• **YOUR INSTRUCTIONS**
All that is needed is each line of the entries holding the word "image", copied as it stands.

• **DATASET CONTENT**
=== Begin Enclosure ===
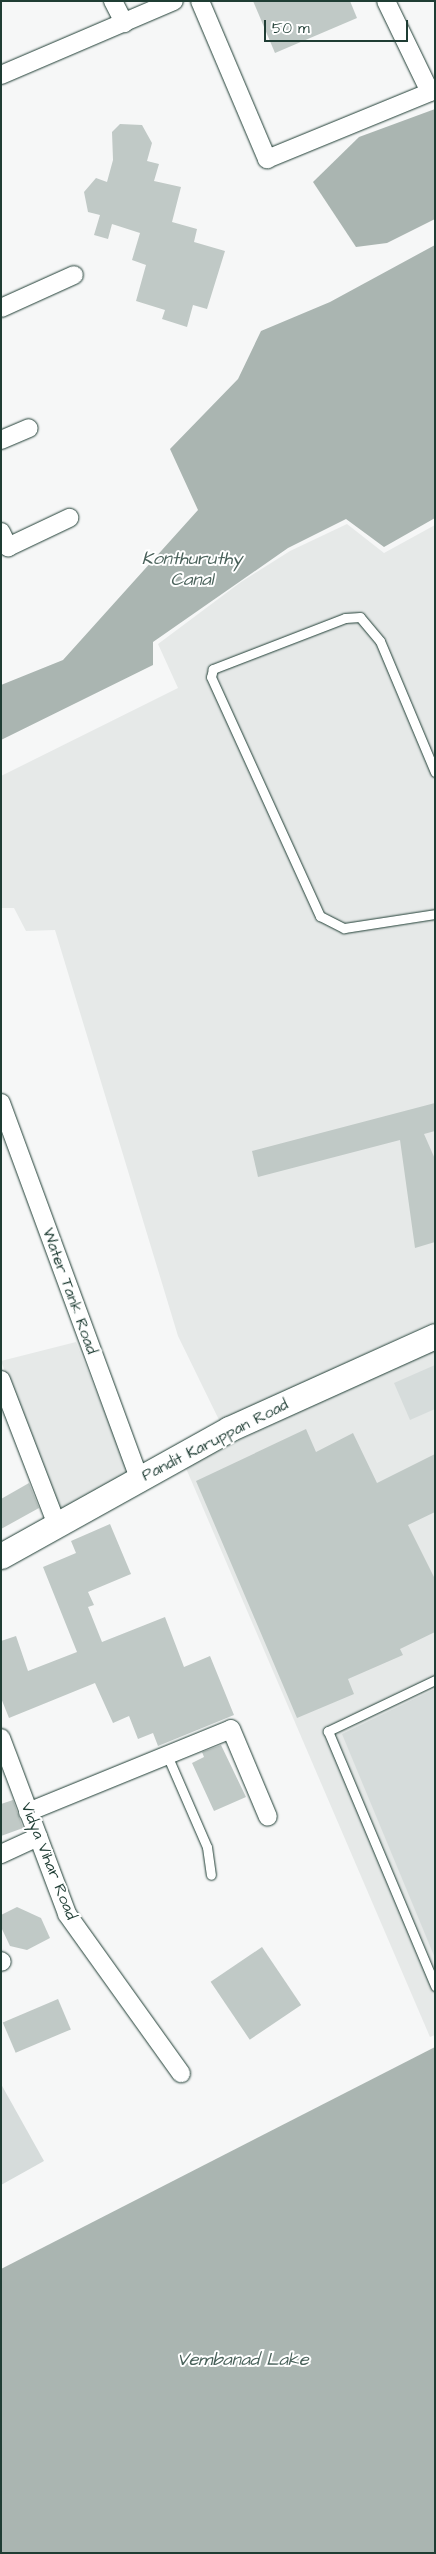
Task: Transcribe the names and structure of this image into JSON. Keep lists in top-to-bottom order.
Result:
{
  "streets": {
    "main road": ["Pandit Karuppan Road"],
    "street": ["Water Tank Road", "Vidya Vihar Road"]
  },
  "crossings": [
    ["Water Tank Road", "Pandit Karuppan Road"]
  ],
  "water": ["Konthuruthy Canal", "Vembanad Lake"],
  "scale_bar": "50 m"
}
=== End Enclosure ===
=== Begin Enclosure ===
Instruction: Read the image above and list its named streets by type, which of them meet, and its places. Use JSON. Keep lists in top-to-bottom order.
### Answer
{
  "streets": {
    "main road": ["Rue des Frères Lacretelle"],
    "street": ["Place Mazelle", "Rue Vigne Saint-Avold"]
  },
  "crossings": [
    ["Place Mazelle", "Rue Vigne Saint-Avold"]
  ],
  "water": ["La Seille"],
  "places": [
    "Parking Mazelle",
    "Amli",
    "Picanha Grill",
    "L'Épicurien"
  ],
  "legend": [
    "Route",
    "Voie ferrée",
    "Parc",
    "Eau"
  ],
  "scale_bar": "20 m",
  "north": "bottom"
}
=== End Enclosure ===
=== Begin Enclosure ===
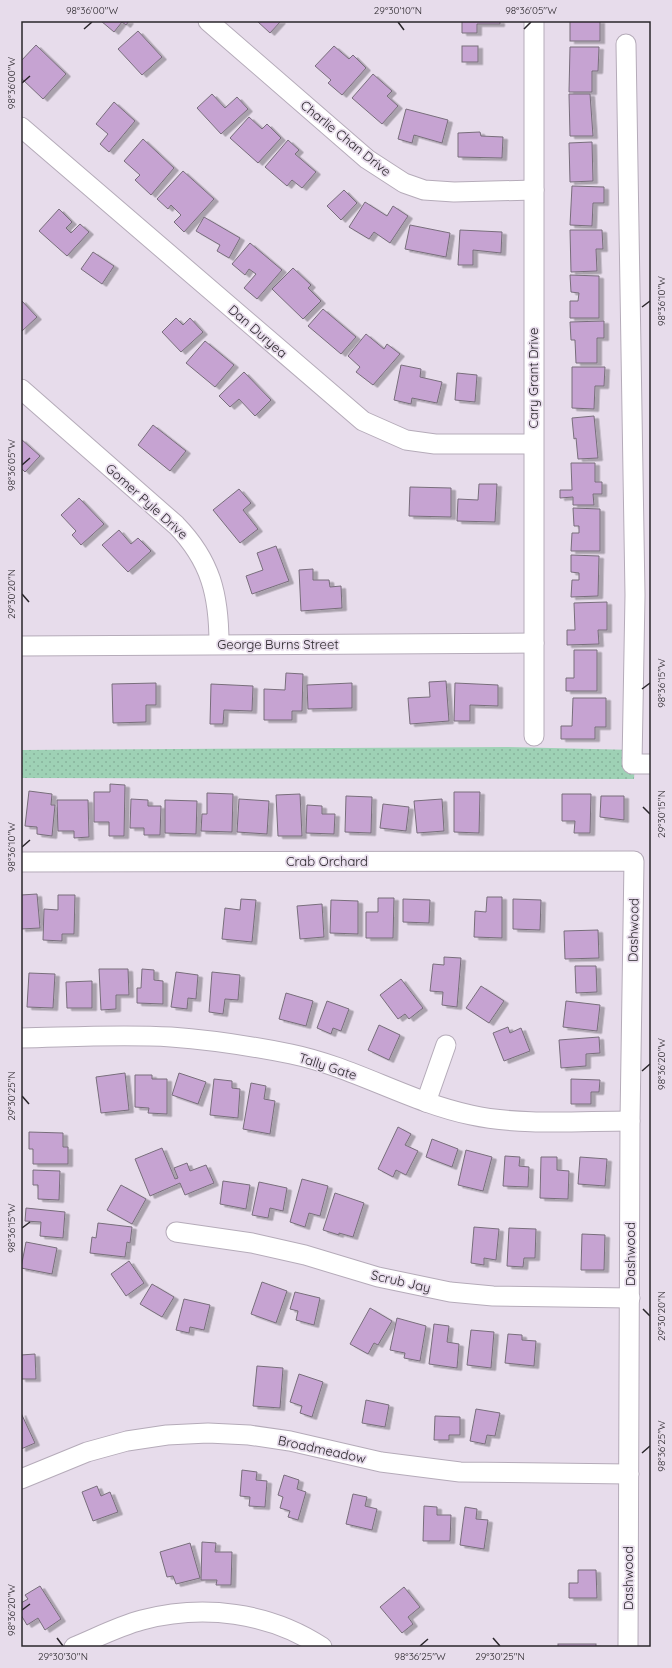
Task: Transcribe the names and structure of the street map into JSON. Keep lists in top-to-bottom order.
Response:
=== End Enclosure ===
• **OUTPUT OF THE EXERCISE**
Task: Transcribe the names and structure of this image into JSON. Keep lists in top-to-bottom order.
Instruction: Read the image above and list its named streets by type, which of them meet, and its places. Use JSON. Keep lists in top-to-bottom order.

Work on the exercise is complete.